There’s probably a hundred ways to make mussels in white wine, so why not 101 and use some sun-dried tomatoes!
Mussels are pretty popular in my house. Whether serving as a starter, a component on a buffet, or a quick and humble main dish for supper, these lovely little bivalves are always welcome, and always fun to eat. As seafood goes, they are also quite economical as well!
Any excuse to play with our food
There is no way around it, you just have to play with this food to eat it! My preferred method of eating is using my first perfect mussel as pincers to pull out the meat of the rest! It’s pretty primal, and works as well as anything else. It also means one less fork to wash, especially if you are camping.
A wide variety of options
Moules Marinières, or mussels steamed in white wine, is a classic dish, one that can be varied in many ways. Chose a wine you love to drink and you are half-way there. Whether you use an onion, a leek, or even shallots it is up to you, but you do need a lot of garlic. Don’t worry, it won’t be too much, I promise! Do you like fennel? Add a chopped up half a bulb and half teaspoon of crushed fennel seeds to the mix as well. Some like to add cream or crème fraîche to the pot at the end, but I like it with the clean flavor of the broth as is.
It’s all about the broth!
The sundried tomatoes add a little extra sweet edge to the dish, and the tomato paste rounds everything out. The broth is every bit as wonderful as the mussels, so plan to serve it up as well, with lots of dipping bread to help soak it all up. The addition of the stock as well as the wine is not essential, but turns the simple mussels from a feature into a meal.

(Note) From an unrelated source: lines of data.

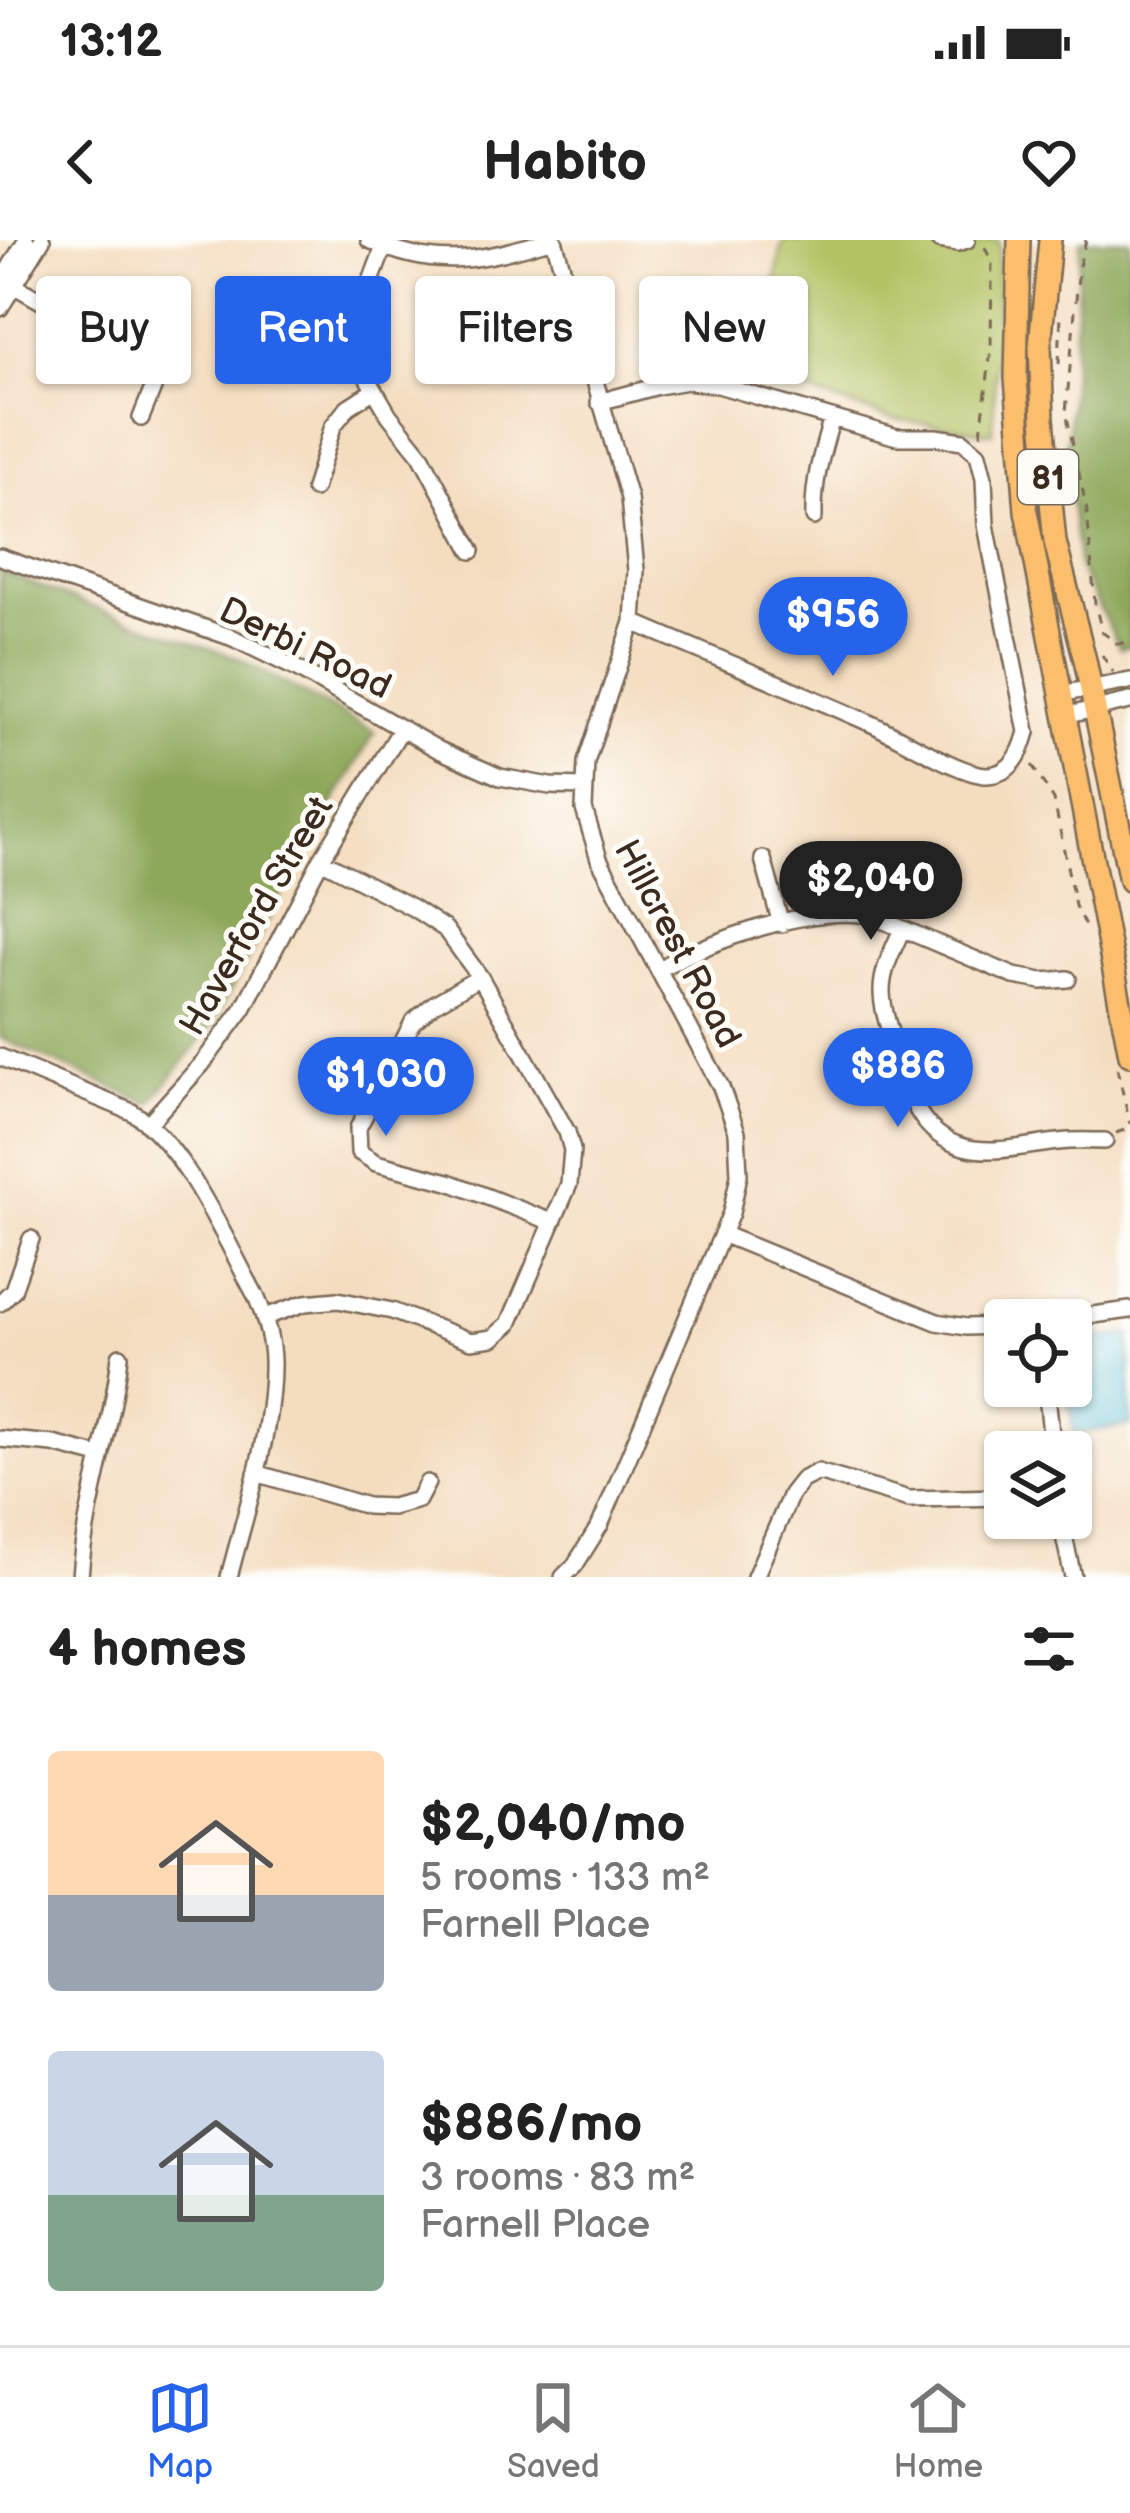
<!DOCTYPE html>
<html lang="en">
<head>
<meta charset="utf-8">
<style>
  :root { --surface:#fff; --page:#f6f6f6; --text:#222; --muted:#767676; --line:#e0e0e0; --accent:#2563eb }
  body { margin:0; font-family:"Balsamiq Sans",sans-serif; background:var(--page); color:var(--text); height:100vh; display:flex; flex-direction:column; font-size:45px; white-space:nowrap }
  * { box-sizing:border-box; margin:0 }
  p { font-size:39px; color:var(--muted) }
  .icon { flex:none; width:66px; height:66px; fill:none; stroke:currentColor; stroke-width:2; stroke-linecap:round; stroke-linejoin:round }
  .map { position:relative; height:1337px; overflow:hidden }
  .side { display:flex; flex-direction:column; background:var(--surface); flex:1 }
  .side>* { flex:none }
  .guide { position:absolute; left:36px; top:36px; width:1059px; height:108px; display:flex; gap:24px }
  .buttons { position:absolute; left:984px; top:1059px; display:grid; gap:24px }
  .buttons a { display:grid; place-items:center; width:108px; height:108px; border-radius:12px; background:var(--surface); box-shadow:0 3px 9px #0004; font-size:60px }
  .price { position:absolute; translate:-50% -102px; padding:0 27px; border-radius:42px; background:var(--accent); color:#fff; font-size:39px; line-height:78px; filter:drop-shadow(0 3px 6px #0008) }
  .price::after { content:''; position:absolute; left:50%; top:72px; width:36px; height:27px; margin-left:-18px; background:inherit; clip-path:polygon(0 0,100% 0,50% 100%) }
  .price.current { background:#222; color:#fff }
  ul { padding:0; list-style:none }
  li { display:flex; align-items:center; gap:36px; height:300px; padding:0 48px }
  li span { display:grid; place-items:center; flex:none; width:336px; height:240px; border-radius:12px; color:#555 }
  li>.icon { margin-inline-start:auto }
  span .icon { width:144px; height:144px; fill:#fffc; stroke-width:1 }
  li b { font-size:51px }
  h2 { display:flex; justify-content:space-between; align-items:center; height:144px; padding:0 48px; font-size:51px }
  .tag { padding:0 42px; border-radius:12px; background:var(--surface); box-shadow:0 3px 9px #0004; font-size:42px; line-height:108px }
  .tag.current { background:var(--accent); color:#fff }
  .status { display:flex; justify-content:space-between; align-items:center; height:84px; padding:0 60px; background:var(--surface); direction:ltr }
  .status svg { height:33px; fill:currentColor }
  header { display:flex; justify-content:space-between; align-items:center; height:156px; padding:0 48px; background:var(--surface); font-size:54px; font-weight:600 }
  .tabs { display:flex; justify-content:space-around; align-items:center; height:168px; border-top:3px solid var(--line); background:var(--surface); font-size:33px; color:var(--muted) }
  .tabs a { display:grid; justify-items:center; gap:6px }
  .tabs .current { color:var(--accent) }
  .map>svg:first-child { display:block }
  .green { fill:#b3c264; stroke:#777641; stroke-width:3 }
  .forest { fill:#8ea85a; stroke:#64693c; stroke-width:3 }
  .water { fill:#57bcd5; stroke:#49737a; stroke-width:3 }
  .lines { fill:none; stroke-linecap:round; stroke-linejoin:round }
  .minor-casing { stroke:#7c6956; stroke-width:20 }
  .major-casing { stroke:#7c6956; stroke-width:26 }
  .path { stroke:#7c6956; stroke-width:3; stroke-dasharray:9 9; stroke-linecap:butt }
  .minor { stroke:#fff; stroke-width:15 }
  .major { stroke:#fabe6d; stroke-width:21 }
  .labels { text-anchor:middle; stroke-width:10; stroke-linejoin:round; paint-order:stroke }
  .shield { fill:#fdfcf7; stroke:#75695f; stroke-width:3 }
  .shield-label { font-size:33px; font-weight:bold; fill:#3b2a1e }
  .street-label { font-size:36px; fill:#3b2a1e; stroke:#fdfcf7 }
</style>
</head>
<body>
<div class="status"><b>13:12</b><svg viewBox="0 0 49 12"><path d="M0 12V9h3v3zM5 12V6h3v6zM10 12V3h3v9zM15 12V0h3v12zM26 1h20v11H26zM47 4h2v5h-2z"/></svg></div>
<header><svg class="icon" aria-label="back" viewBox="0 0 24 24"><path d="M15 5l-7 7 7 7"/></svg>Habito<svg class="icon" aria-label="heart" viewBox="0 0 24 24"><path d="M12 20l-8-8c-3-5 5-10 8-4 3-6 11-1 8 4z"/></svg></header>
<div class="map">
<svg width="1130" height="1337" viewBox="0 0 1130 1337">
  <rect width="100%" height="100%" fill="#fdfcf7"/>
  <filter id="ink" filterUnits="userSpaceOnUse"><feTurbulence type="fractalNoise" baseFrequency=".00833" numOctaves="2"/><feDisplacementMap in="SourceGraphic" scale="24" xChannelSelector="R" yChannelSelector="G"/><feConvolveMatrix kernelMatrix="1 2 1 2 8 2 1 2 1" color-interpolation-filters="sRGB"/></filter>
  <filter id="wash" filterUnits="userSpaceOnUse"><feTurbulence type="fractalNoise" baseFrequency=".004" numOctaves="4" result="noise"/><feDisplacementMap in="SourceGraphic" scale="48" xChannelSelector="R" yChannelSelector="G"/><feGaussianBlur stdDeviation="2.7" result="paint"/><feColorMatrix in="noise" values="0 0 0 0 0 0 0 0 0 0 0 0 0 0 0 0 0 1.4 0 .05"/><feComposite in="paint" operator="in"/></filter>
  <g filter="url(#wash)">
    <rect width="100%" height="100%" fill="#f4ddbf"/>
    <path class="green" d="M783,0h118l58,10 23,-9 17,-1 -6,193 -100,-14 -136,-43z"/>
    <path class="forest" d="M1081,0h49v406l-10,2 -41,-80 -13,-106z
      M0,331l103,40 135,47 137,74 -77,131 -87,164 -61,77 -150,-66z"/>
    <path class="water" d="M1130,1094v91l-56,9 -7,-48h4v-46z"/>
  </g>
  <g filter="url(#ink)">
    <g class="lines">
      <g class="minor-casing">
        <path id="minor" d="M369,0c68,32 112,20 181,0
          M554,0l75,258 7,72 -3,52 -47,140 -2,47 15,50 122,228 16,45 2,43 -8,38 -131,312 -25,40 -12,12
          M939,0l19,3 9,-3
          M384,7l-27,71v42l32,55 32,40 51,96
          M3,39l62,36 75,24 11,10 7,13 -3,21 -14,35
          M0,44l26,-44
          M0,68l42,-68
          M599,162l59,-16 29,-5 31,4 179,52h39l27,4 15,13 6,24 2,47 41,207c-6,22 -15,42 -40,43 -26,0 -90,-40 -117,-52 -79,-35 -158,-67 -237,-101
          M314,249l19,-63 15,-19 25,-16
          M814,277c-1,-36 8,-65 18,-99
          M0,317l233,81 64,31 142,81 61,27 50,9 34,1
          M1060,454l70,-13
          M1064,476l66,-15
          M763,619l18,65
          M902,689c-8,19 -20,40 -20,62 0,18 7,37 12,54 13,43 22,89 70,102 30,8 64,-2 94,-5 15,-2 31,-1 47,-1
          M658,729c56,-29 148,-64 212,-54l144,61 28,5 26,-2
          M480,737l-46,27 -21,18 -55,106 1,24 17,11 73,19 103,40
          M0,817l132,55c53,33 93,128 124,184 9,21 17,48 16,72 -1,68 -26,143 -43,209
          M149,883l53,-59 41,-55 78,-149 81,-132
          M722,994l215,88 29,5 39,-1
          M0,1063l13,-13 18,-51
          M265,1077l40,-14 33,-3 54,11 79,30 22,-3 16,-14 60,-140 3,-34 -5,-18 -87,-155 -35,-48 -32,-21 -92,-48
          M1056,1080l74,-10
          M1046,1146l7,66
          M0,1199l53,5 47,12
          M256,1233l111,33 25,1 26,-7 9,-17
          M1060,1278l13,59
          M80,1337c5,-75 32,-146 40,-221
          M755,1337l36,-83 11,-14 16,-8 91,27 96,-2"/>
      </g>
      <g class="major-casing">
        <path id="major" d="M1019,0l-3,138 10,133 104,544
          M1050,0l-10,106 3,73 12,123 30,118 45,221"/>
      </g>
      <path class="path" d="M1086,0l-7,26 -13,146 21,99 8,93 7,28 16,12 12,-3
        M1059,124l2,-50
        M981,194l10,-85 1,-86 -9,-20
        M1102,415l11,17
        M1032,525l22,35 21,106 12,24
        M1117,828l13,56
        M1116,893l14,-5"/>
      <use href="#minor" class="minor"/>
      <use href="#major" class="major"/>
    </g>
  </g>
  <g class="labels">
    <rect class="shield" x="1018" y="210" width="60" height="54" rx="9"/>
    <g class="shield-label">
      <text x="1048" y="249">81</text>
    </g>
    <g class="street-label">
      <text transform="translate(306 407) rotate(26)" y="13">Derbi Road</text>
      <text transform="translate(255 675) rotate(-60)" y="13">Haverford Street</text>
      <text transform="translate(679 703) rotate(62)" y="13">Hillcrest Road</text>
    </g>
  </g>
</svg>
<div class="buttons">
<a><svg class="icon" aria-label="locate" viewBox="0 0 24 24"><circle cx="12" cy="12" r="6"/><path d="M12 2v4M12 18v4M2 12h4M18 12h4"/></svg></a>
<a><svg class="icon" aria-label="layers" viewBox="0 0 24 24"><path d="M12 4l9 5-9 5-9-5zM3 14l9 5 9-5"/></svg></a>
</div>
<b class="price" style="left:833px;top:439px">$956</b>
<b class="price current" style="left:871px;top:703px">$2,040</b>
<b class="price" style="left:898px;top:890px">$886</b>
<b class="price" style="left:386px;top:899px">$1,030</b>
<div class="guide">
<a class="tag">Buy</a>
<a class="tag current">Rent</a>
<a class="tag">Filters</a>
<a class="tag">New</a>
</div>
</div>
<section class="side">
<h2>4 homes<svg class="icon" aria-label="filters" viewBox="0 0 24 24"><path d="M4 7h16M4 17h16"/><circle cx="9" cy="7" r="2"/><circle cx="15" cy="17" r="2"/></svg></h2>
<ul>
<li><span style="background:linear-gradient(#ffd9b3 60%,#9aa5b1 0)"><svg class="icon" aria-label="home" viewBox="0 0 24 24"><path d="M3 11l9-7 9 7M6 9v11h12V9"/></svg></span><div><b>$2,040/mo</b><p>5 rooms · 133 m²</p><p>Farnell Place</p></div></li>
<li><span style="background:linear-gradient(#c9d6e8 60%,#7fa58c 0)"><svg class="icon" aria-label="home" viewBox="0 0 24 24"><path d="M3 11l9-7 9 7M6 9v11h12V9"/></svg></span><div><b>$886/mo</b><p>3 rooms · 83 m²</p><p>Farnell Place</p></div></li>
</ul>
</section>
<nav class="tabs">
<a class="current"><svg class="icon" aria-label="map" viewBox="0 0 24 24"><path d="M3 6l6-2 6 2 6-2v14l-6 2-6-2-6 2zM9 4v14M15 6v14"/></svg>Map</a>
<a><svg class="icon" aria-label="saved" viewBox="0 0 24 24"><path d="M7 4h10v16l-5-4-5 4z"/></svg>Saved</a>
<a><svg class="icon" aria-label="home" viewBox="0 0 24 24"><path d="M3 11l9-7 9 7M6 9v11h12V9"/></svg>Home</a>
</nav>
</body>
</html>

After cleaning the mussels, the rest of this dish goes really quickly, so if you are having company, don’t even think about starting the cooking until your guests arrive and have nibbled on your little appetizers.
Mussels with White Wine and Sun-dried Tomatoes
- 2 lbs. mussels
- 2 tbsp. fruity olive oil
- 1 large leek or sweet onion, small chop
- 6-8 cloves garlic, yes, finely minced
- 2 tbsp. tomato paste
- 3 sprigs of thyme
- 1 large pinch saffron
- 1 bay leaf
- ¼ cup sun-dried tomatoes, finely minced
- 2 cups dry white wine you love to drink
- 2 cups fish or shrimp stock
- Salt and pepper to taste
- 2 tbsp. butter or vegan butter
- Parsley if you have it, chopped
- Crusty bread for dunking
First, clean the mussels. Remove any beard on the side. This is easily done with your fingers or a dry cloth and a good tug. Many mussels will already be cleaned of their beards, but beard or not, give them all a good scrub with a vegetable brush. Check them over and any that are open, tap gently and set aside for a miute. If they close, they are good, if they stay open, discard them. Discard any that are cracked.
Place them in a large bowl and cover with water, a teaspoon of salt, and a couple of tablespoons of corn meal. Let the soak for an hour or so. The mussels will suck in the water with cornmeal and disgorge it, thus cleaning out grit. I’m not sure if this is essential, but it’s how my mother did it with mussels and clams, so I’m sticking with it.
In the meantime, heat a large stockpot over medium high and sauté the onion in the olive oil just until soft, no color here. Add the garlic, tomato paste, and thyme and let this bloom for a minute or so, then toss in the saffron, bay leaf, and sun-dried tomatoes, immediately followed by the white wine and stock. Season, and bring to a boil.
Rinse the mussels and give them a last check over. Add them to the pot of fragrant, boiling liquid. They will give off their own luscious liquid which enhances the broth even more.
Cover, and check in a few minutes. As the mussels start to open, remove them to a bowl, cover, and keep warm. You don’t want them to overcook and they will be ready in different times.
Once they are all open (this time discard any that haven’t) add the butter to the broth and once it melts, add the mussels back in. Mix it all up gently, add some parsley if you have it, taste for seasoning, and place in a large bowl for serving, along with some lovely sturdy bread. Oh that broth!
Don’t forget to put out a discard bowl for everyone to toss their shells! And make sure everyone takes plenty of the broth for dipping their bread!
“Something smells amazing. What are we having?”
“Moules marinières,” Rachel said. “It seemed a shame to let mussel season close without making it at least once.”
“Oh la la,” Melody said. “Paris must have been in the air today, because I made a napoleon.”
Ana handed over a half-filled wineglass and gave Melody a quick hug. “You‘re killing me, Mel. I’m still recovering from last week’s Death by Chocolate Mousse.” ~ Carla Laureano, “Brunch at Bittersweet Café.”